**RECORDS FOR PROCESSING:**
____________________

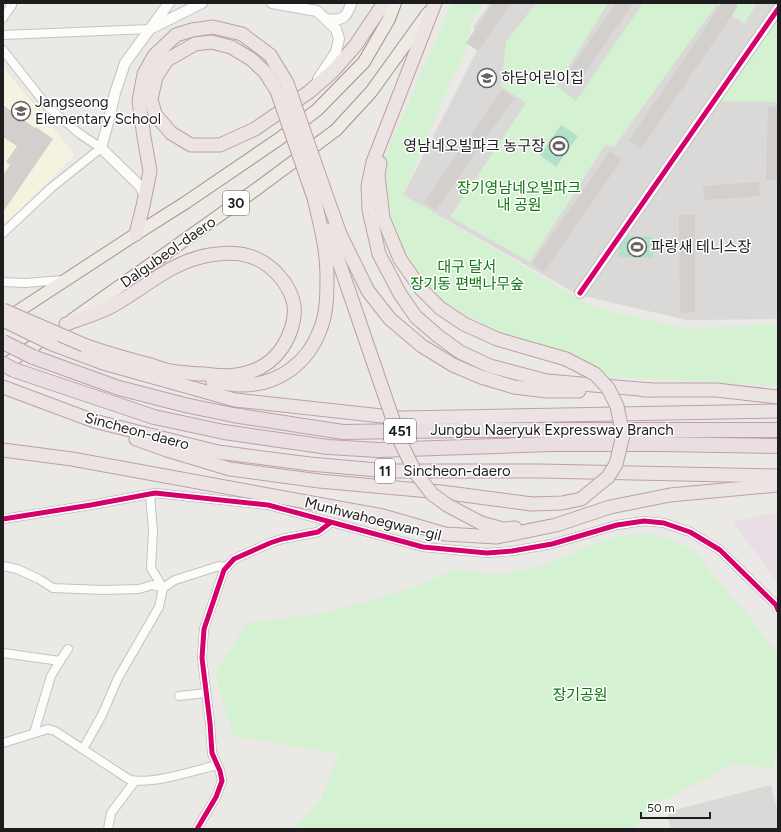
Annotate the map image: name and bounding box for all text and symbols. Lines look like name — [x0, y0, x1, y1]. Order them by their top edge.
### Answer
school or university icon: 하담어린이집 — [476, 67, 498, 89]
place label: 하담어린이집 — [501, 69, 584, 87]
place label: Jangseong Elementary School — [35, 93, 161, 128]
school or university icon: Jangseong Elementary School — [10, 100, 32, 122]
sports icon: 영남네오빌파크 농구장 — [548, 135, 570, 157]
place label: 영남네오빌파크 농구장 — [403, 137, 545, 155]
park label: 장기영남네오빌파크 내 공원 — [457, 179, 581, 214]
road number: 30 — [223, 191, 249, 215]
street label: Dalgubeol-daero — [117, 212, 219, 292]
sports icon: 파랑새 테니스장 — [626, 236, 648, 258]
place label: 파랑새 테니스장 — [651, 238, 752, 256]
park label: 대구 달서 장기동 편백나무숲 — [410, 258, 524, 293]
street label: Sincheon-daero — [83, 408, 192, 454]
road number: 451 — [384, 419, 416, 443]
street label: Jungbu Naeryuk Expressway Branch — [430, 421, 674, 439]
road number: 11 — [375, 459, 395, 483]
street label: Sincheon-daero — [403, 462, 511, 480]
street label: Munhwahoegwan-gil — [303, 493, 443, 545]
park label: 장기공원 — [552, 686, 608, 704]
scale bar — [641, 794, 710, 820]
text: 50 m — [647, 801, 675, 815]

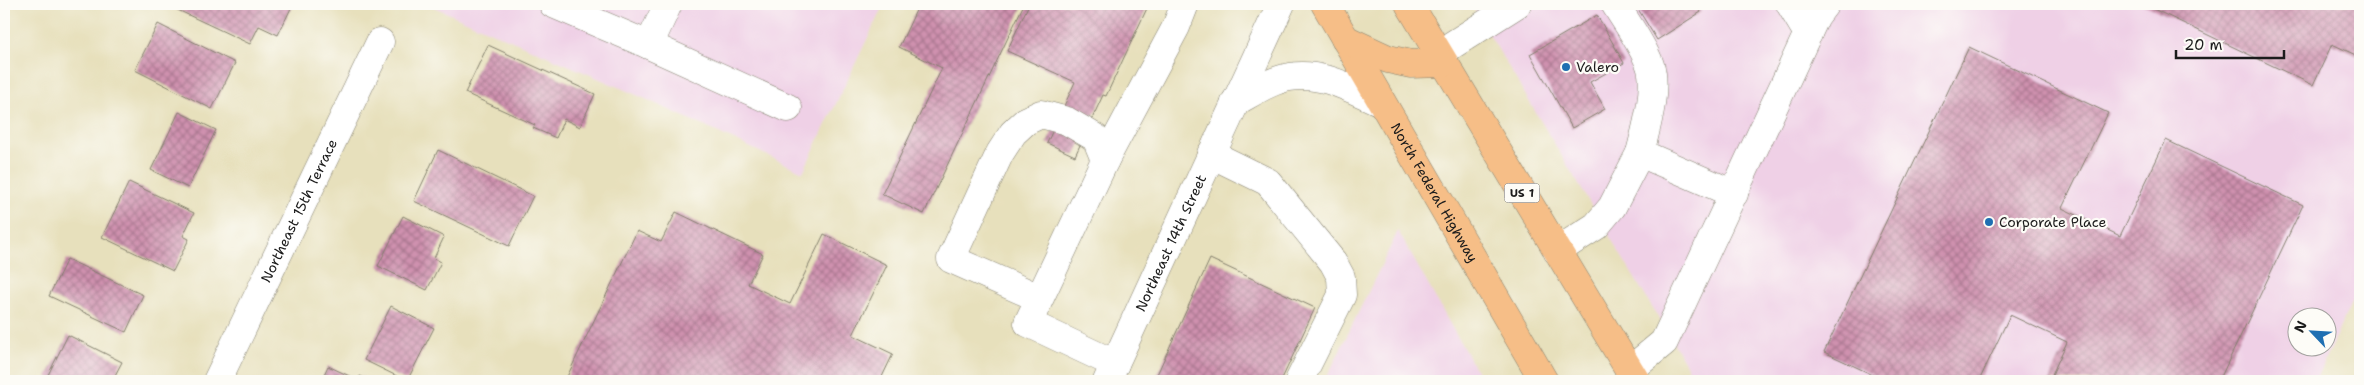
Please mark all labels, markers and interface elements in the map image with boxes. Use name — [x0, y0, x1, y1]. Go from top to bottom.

____________________

**DESCRIPTION OF THE TASK:** This exercise needs every line of the listing that contains the word "name".

**OUTPUT:**
Annotate the map image: name and bounding box for all text and symbols. Lines look like name — [x0, y0, x1, y1]. Order them by their top edge.
Please mark all labels, markers and interface elements in the map image with boxes. Use name — [x0, y0, x1, y1]. Go from top to bottom.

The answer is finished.